● RECORDS FOR THE EXERCISE
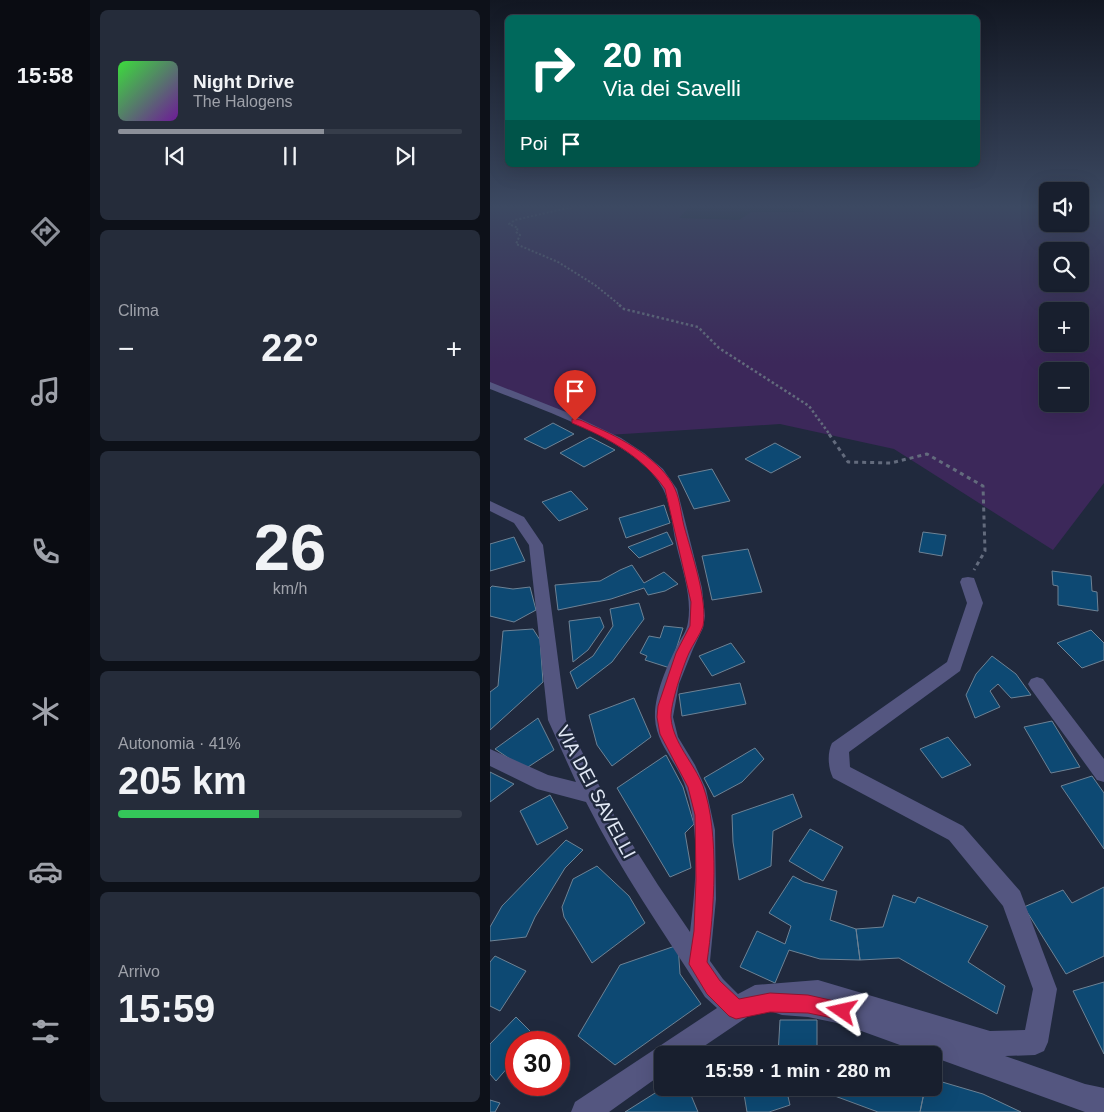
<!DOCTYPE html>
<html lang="it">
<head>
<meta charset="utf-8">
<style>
	body { margin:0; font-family:Arial,sans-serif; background:#252c3a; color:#f1f3f6; height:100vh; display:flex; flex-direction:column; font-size:19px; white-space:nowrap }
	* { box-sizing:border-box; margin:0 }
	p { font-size:16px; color:#9fa2aa }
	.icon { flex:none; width:28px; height:28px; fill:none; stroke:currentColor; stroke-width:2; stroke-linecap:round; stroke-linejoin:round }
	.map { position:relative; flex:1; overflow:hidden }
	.drawer { display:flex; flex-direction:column; gap:10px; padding:10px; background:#0d1119; width:400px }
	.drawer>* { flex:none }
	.banner { position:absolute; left:15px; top:15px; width:475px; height:152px; border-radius:8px; box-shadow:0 5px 20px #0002,0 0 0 1px #363d4a; background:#00695c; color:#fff; overflow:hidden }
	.tools { position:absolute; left:549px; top:182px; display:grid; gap:10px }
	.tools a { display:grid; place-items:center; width:50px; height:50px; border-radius:8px; background:#181f2e; box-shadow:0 5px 20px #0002,0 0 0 1px #363d4a; font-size:25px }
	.speed { position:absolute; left:15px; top:1031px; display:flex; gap:10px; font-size:25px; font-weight:700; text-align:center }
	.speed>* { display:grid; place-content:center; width:65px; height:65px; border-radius:50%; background:#181f2e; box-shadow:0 5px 20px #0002,0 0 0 1px #363d4a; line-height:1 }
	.speed .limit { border:8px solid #d22; background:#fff; color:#111 }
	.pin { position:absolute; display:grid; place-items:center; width:42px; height:42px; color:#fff; margin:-51px -21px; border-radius:50% 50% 50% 0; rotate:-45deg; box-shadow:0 0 5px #0007 }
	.pin .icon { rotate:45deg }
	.me { position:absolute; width:55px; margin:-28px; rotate:281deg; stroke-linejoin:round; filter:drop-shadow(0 0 4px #0008) }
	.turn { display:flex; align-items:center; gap:18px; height:105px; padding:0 15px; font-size:22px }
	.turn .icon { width:65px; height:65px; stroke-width:2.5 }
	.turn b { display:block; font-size:35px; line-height:42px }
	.then { display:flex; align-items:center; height:48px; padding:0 15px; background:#0003; gap:10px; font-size:19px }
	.big { font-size:38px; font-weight:700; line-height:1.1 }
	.drawer .widget { flex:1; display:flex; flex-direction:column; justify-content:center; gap:8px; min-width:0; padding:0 18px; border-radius:8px; background:#252c3a }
	.drawer .dial { align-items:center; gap:0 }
	.dial b { font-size:65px; line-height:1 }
	.song { display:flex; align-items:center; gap:15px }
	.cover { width:60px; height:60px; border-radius:8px; background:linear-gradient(135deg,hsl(120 70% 55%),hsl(280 70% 35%)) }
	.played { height:5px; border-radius:2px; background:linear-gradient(90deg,#8c9099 60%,#363d4a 60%) }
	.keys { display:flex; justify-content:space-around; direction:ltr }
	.heat { display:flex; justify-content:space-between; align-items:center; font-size:28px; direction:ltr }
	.charge { height:8px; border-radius:4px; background:linear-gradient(90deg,#34c759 41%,#363d4a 0) }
	.trip { position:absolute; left:164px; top:1046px; width:288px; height:50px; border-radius:8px; background:#181f2e; box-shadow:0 5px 20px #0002,0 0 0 1px #363d4a; font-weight:700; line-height:50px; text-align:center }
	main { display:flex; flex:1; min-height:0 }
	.dock { display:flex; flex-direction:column; width:90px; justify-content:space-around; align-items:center; background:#0a0c12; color:#9fa2aa }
	.dock .icon { width:35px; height:35px }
	.dock .current { color:#8c9099 }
	.dock b { font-size:22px; color:#f1f3f6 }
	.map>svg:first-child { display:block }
	.green { fill:#3c285a; fill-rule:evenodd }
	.building { fill:#0d4973; stroke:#6d8295 }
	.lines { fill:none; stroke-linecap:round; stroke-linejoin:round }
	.path-far2 { stroke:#636b7d; stroke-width:2; stroke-dasharray:2 2; stroke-linecap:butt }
	.path-far1 { stroke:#636b7d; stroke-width:2.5; stroke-dasharray:2.5 2.5; stroke-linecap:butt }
	.path { stroke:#636b7d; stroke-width:3; stroke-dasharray:4 4; stroke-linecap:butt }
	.minor { fill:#545680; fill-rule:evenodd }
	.route { fill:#e11d48; stroke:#92132f }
	.labels { text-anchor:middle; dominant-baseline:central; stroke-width:5; stroke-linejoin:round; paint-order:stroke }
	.near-street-label { font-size:19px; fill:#e1e8f5; stroke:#20293d }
</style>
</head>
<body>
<main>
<nav class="dock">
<b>15:58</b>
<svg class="icon current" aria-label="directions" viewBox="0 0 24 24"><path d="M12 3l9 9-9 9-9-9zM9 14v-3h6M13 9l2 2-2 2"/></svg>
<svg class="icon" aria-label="music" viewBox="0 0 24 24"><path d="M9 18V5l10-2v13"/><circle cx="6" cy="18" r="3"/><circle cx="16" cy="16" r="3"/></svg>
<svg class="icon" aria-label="phone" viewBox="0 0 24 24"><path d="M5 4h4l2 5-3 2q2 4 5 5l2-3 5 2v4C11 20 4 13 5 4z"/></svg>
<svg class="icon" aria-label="climate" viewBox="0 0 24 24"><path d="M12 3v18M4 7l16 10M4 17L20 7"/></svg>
<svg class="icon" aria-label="car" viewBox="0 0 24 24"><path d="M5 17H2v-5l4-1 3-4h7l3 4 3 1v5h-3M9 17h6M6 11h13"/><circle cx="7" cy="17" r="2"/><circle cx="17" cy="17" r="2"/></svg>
<svg class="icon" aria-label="filters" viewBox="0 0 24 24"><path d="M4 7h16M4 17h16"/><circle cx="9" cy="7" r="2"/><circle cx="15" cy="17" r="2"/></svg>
</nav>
<section class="drawer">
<div class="widget">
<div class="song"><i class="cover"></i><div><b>Night Drive</b><p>The Halogens</p></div></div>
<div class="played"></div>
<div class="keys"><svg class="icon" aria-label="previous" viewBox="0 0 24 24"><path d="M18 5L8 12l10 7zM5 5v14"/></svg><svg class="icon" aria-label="pause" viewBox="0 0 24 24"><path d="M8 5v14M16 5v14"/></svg><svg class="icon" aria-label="next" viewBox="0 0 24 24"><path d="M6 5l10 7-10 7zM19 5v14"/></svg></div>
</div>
<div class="widget"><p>Clima</p>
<div class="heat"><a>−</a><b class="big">22°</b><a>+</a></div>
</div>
<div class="widget dial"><b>26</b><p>km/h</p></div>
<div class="widget"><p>Autonomia · 41%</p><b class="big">205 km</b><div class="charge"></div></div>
<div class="widget"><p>Arrivo</p><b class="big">15:59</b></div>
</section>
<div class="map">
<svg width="614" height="1112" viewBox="0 0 614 1112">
	<rect width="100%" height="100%" fill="#20293d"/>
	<!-- green -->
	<path class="green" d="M0,207H199L189,218L249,220L261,212H314L313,207H557L558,224H590V207H614V483L563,550L404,449L290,424L118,435L0,385ZM558,251H590V284H558ZM558,311H590V344H558ZM558,371H590V404H558Z"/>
	<!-- building -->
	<path class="building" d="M63,423L84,434L55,449L34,439Z
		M100,437L125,450L94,467L70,453Z
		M285,443L311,457L281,473L255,459Z
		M222,469L240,501L204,509L188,476Z
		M81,491L98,509L69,521L52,502Z
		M174,505L180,523L136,538L129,518Z
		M177,532L183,544L149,558L138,547Z
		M433,532L456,535L452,556L429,552Z
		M24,537L35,561L0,571V544Z
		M258,549L272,592L222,600L212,556Z
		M142,565L154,583L174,572L188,584L175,591L158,595L154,588L121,599L68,610L65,585L110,581L130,570Z
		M562,571L601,576L602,591L607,592L608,611L568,605V586L563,585Z
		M2,586L23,589L40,587L46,610L24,622L0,616V588Z
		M149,603L154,619L122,662L87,689L80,672L103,656L123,626L120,609Z
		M110,617L114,627L98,650L83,662L79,621Z
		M174,626L193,628L180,668L155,660L157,656L150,653L159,636L170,638Z
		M43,629L50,640L53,682L0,730V692L8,686L13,631Z
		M601,630L614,643V660L592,668L567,643Z
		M241,643L255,662L222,676L209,656Z
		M502,656L526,674L541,695L521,698L508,684L500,691L510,707L485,718L476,695L486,674Z
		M250,683L256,704L192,716L189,694Z
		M144,698L161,737L122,766L107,745L99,715Z
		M48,718L64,750L35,769L5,749Z
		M562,721L590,767L561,773L534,727Z
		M458,737L481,765L452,778L430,749Z
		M265,748L274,759L252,782L224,797L214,778Z
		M176,755L193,787L204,824L195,833L201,868L180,877L127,788Z
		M0,772L24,784L0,802Z
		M602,776L614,793V849L571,786Z
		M303,794L312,817L283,831L281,866L249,880L243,842L242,815Z
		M60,795L78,828L47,845L30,811Z
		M320,829L353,847L333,881L299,861Z
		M76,840L93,850L75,868L45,917L36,937L0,941V927L12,906Z
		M107,866L139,896L155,923L102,963L74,917L72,907L83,879Z
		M303,876L314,882L347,891L340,920L366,929L370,960L330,959L299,950L285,983L250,967L267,931L295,944L301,926L279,913Z
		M614,887V956L576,974L534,907L573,890L582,903Z
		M403,895L425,903L428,897L498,926L478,962L515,986L507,1014L409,958L370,960L366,929L393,927Z
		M188,945L190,974L211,1004L125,1065L88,1036L130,965Z
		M5,956L36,971L10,1011L0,1006V962Z
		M614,982V1054L583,991Z
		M26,1017L46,1037L41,1042H26V1058L6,1081L0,1074V1044Z
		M290,1020H327V1055H288Z
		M346,1046L373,1055H344Z
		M442,1079L493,1094L531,1112H430L435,1088H442Z
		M173,1088H198L208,1112H135Z
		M253,1088H296L300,1105L279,1112H257Z
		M335,1088H435L430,1112H388L334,1092Z
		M0,1100L10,1103L5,1112H0Z"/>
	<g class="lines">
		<!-- path-far2 -->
		<path class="path-far2" d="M82,207L25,220L19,224L28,228L26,232L30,235L26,244L68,262L105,285L131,306"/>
		<!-- path-far1 -->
		<path class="path-far1" d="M129,305L134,309L208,327L229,348L319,406L340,435"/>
		<!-- path -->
		<path class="path" d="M339,434L358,462L401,463L437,454L493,486L495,551L484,570"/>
		<!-- minor -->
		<path class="minor" d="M0,382L76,412L131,438L154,453L173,469L187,489L212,588L215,616L213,628L203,649L189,684L183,717L188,737L205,765L216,789L225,830L226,899L220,961L233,979L248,994L265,985L328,980L500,1031L535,1030L543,989L513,906L459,840L343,778C338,768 337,753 342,743L457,662L477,603L470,582L472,578L478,577L484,578L493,603L470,671L359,752L360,767L473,826L530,891L567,989L558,1042L554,1051L545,1055L515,1056L595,1084L614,1088V1112H595L352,1024L318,1017L292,1015L283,1012L282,1008L269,1009L201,1055H172V1074L119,1112H81L85,1102L227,1008L215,997C174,933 130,870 96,802L47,789L0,766V749L58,775L86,782L58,720L39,545L24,523L0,511V501L34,517L53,545L76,720L125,817L168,885L200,932C206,884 211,829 194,783C185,760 166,743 165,718C164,695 177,666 187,646C191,638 197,631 198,622C202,598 193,572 187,548C182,529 182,507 173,489C150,442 48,408 0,389Z
			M547,677L553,679L614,759V782L607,780L541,689L538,684L541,679Z"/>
	</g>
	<!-- sky -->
	<linearGradient id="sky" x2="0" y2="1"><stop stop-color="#121722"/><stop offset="0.57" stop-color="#3c4962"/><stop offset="1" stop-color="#3c4962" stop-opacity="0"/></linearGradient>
	<rect width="614" height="363" fill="url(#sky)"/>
	<!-- route -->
	<path class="route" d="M82,419C89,418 96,423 103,426C130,437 173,461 185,489C190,500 191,514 194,526C201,552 218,600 213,626C210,635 203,644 199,653C193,666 180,705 181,718C183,743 204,763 213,786C230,832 224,914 217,962L230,981L249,999L280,993L318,995L358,1004L361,1011L358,1017L352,1020L318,1013L280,1012L246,1019L239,1016L217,994L199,964L204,931L206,880L205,815L198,787L170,734L167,717L168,706L186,653L200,626L201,602L175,489C152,456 118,438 82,423Z"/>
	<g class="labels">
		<!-- near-street labels -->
		<g class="near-street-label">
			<text transform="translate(106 792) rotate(62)">VIA DEI SAVELLI</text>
		</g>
	</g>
</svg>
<div class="tools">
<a><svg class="icon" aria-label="sound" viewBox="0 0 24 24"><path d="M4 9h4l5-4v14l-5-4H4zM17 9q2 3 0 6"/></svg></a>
<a><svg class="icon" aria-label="search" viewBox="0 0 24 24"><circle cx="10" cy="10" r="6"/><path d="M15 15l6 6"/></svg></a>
<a>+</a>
<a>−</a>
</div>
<div class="speed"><div class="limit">30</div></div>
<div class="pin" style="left:85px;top:421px;background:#d93025"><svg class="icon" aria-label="arrive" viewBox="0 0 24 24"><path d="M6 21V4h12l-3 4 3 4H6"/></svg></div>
<svg class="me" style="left:352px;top:1011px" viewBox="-20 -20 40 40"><path d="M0-17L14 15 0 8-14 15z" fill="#e11d48" stroke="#fff" stroke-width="4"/></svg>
<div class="trip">15:59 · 1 min · 280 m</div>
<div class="banner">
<div class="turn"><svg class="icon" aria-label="right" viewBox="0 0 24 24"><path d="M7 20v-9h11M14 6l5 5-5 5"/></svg><div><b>20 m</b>Via dei Savelli</div></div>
<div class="then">Poi<svg class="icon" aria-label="arrive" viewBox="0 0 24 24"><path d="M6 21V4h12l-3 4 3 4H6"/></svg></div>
</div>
</div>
</main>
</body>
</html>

● PROBLEM DETAILS
State, as a bare number, how many lines of the listing hold the word "tools".

● ANSWER TO THIS TASK
3